ASSIGNMENT:
Find the line in the entries below that contains "For a GIS import: Convert". Repeat it exactly, and every line after it through the line that contains "Extract the structured".

** SOURCE INFORMATION follows **

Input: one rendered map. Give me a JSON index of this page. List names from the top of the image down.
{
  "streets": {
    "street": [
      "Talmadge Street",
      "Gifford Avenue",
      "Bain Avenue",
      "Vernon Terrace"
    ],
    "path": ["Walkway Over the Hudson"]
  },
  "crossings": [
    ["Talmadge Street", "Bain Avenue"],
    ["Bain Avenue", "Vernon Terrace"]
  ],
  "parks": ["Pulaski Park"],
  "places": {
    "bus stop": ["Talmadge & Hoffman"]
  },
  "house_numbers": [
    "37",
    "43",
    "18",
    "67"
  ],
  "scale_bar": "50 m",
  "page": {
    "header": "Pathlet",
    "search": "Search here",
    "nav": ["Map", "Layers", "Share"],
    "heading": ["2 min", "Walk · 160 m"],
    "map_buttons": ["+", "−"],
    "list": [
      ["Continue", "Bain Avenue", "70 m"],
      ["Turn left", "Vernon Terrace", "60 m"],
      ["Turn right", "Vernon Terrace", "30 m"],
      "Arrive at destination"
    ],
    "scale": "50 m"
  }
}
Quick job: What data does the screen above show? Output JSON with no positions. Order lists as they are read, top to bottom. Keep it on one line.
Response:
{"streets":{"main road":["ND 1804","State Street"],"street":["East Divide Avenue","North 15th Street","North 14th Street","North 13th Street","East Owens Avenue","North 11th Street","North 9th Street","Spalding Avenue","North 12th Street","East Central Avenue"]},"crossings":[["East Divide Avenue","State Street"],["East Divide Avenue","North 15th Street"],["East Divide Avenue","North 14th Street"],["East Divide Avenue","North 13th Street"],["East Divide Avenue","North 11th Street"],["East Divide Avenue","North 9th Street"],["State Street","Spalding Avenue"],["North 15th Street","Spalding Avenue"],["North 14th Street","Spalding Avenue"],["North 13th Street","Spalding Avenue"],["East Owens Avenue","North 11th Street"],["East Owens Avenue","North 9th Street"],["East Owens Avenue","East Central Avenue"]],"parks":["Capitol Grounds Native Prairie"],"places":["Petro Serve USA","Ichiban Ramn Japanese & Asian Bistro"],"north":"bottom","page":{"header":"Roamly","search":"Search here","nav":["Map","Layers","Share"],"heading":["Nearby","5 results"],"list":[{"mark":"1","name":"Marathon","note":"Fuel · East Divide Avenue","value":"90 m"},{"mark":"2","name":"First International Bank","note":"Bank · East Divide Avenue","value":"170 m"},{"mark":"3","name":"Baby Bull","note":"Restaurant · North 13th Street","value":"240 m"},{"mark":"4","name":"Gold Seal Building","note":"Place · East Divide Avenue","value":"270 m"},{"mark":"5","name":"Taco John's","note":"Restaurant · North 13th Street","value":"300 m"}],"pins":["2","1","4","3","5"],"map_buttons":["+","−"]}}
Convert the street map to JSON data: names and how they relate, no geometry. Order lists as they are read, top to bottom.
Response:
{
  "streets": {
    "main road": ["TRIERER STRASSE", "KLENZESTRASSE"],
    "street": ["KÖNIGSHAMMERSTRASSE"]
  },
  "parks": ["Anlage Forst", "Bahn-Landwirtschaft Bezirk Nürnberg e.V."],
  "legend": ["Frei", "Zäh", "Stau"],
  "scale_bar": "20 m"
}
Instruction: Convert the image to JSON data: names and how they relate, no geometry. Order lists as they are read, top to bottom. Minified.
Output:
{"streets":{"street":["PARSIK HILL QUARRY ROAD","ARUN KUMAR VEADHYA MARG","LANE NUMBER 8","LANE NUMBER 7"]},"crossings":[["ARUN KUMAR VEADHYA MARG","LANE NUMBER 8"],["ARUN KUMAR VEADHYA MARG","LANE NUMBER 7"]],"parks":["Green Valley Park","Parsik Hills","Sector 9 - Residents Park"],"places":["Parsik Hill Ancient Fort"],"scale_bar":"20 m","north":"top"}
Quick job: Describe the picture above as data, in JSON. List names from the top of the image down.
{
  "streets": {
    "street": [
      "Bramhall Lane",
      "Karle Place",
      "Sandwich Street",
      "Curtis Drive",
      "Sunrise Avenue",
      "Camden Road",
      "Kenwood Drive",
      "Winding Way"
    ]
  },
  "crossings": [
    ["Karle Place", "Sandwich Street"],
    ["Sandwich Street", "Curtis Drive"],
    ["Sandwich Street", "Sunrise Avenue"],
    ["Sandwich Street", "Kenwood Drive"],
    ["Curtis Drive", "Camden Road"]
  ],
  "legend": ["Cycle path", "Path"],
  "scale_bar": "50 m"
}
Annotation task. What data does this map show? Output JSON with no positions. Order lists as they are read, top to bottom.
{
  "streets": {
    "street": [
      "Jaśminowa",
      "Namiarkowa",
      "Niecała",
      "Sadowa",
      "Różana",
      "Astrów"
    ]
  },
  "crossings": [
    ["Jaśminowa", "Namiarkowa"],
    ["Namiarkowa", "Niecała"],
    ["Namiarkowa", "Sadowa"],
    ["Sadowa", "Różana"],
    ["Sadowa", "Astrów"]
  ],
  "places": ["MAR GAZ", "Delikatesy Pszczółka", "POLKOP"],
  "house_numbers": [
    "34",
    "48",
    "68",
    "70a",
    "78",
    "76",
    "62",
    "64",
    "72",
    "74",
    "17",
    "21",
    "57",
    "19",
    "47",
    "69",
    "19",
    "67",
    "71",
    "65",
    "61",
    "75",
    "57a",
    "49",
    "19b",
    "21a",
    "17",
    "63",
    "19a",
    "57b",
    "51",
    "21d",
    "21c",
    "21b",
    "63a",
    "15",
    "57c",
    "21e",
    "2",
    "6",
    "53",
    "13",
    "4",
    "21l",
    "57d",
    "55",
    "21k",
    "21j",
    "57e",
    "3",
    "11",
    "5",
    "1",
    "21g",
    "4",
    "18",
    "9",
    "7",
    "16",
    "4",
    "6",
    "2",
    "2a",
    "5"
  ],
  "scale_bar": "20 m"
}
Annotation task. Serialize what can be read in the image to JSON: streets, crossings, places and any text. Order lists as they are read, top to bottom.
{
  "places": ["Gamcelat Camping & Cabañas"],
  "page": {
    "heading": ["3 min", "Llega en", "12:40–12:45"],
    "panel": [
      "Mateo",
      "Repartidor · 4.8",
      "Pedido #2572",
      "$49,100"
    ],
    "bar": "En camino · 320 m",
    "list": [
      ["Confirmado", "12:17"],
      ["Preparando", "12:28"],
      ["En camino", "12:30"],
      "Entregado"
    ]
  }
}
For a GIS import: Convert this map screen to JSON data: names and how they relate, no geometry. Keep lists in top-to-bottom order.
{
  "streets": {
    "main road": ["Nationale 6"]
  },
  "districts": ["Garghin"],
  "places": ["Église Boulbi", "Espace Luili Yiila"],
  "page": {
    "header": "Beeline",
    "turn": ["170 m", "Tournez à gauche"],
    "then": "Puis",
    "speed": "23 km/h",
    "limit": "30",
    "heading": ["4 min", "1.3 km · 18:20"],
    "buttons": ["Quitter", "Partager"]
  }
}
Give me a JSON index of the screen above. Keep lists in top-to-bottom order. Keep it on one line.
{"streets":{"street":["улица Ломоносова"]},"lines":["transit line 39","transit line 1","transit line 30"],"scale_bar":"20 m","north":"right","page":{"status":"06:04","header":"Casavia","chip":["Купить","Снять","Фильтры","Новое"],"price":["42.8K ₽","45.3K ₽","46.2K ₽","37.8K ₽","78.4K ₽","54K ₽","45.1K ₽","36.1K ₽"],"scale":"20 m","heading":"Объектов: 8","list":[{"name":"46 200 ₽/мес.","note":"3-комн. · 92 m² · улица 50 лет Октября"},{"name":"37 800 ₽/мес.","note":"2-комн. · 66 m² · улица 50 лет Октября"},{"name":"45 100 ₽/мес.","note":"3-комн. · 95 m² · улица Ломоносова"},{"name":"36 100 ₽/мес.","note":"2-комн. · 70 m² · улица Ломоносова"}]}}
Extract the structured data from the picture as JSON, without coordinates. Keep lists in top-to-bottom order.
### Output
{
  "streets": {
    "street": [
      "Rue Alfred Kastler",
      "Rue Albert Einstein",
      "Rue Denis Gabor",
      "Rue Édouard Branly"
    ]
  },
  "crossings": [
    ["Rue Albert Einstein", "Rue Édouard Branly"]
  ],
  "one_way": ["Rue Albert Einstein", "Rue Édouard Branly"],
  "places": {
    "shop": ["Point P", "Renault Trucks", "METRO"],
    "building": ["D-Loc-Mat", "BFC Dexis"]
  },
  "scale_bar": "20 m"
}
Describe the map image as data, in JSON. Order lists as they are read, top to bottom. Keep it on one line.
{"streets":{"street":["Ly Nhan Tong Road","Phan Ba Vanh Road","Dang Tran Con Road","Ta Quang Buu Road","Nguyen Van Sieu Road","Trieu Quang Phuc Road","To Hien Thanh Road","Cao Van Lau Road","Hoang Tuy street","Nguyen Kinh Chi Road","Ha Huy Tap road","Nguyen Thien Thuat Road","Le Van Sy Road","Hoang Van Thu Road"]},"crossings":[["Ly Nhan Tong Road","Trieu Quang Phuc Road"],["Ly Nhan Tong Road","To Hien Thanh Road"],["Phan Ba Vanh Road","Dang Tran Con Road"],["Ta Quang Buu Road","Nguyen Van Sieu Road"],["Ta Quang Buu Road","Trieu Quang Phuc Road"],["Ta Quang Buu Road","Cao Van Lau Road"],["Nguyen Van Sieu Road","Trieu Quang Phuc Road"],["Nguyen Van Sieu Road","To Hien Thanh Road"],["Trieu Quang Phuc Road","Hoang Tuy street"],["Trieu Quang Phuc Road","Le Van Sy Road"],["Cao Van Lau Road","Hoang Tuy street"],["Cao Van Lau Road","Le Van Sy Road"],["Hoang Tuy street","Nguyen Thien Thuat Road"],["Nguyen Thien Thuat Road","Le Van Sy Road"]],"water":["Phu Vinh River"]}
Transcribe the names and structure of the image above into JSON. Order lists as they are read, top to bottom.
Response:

** End of SOURCE INFORMATION **

ANSWER BOX:
For a GIS import: Convert this map screen to JSON data: names and how they relate, no geometry. Keep lists in top-to-bottom order.
{
  "streets": {
    "main road": ["Nationale 6"]
  },
  "districts": ["Garghin"],
  "places": ["Église Boulbi", "Espace Luili Yiila"],
  "page": {
    "header": "Beeline",
    "turn": ["170 m", "Tournez à gauche"],
    "then": "Puis",
    "speed": "23 km/h",
    "limit": "30",
    "heading": ["4 min", "1.3 km · 18:20"],
    "buttons": ["Quitter", "Partager"]
  }
}
Give me a JSON index of the screen above. Keep lists in top-to-bottom order. Keep it on one line.
{"streets":{"street":["улица Ломоносова"]},"lines":["transit line 39","transit line 1","transit line 30"],"scale_bar":"20 m","north":"right","page":{"status":"06:04","header":"Casavia","chip":["Купить","Снять","Фильтры","Новое"],"price":["42.8K ₽","45.3K ₽","46.2K ₽","37.8K ₽","78.4K ₽","54K ₽","45.1K ₽","36.1K ₽"],"scale":"20 m","heading":"Объектов: 8","list":[{"name":"46 200 ₽/мес.","note":"3-комн. · 92 m² · улица 50 лет Октября"},{"name":"37 800 ₽/мес.","note":"2-комн. · 66 m² · улица 50 лет Октября"},{"name":"45 100 ₽/мес.","note":"3-комн. · 95 m² · улица Ломоносова"},{"name":"36 100 ₽/мес.","note":"2-комн. · 70 m² · улица Ломоносова"}]}}
Extract the structured data from the picture as JSON, without coordinates. Keep lists in top-to-bottom order.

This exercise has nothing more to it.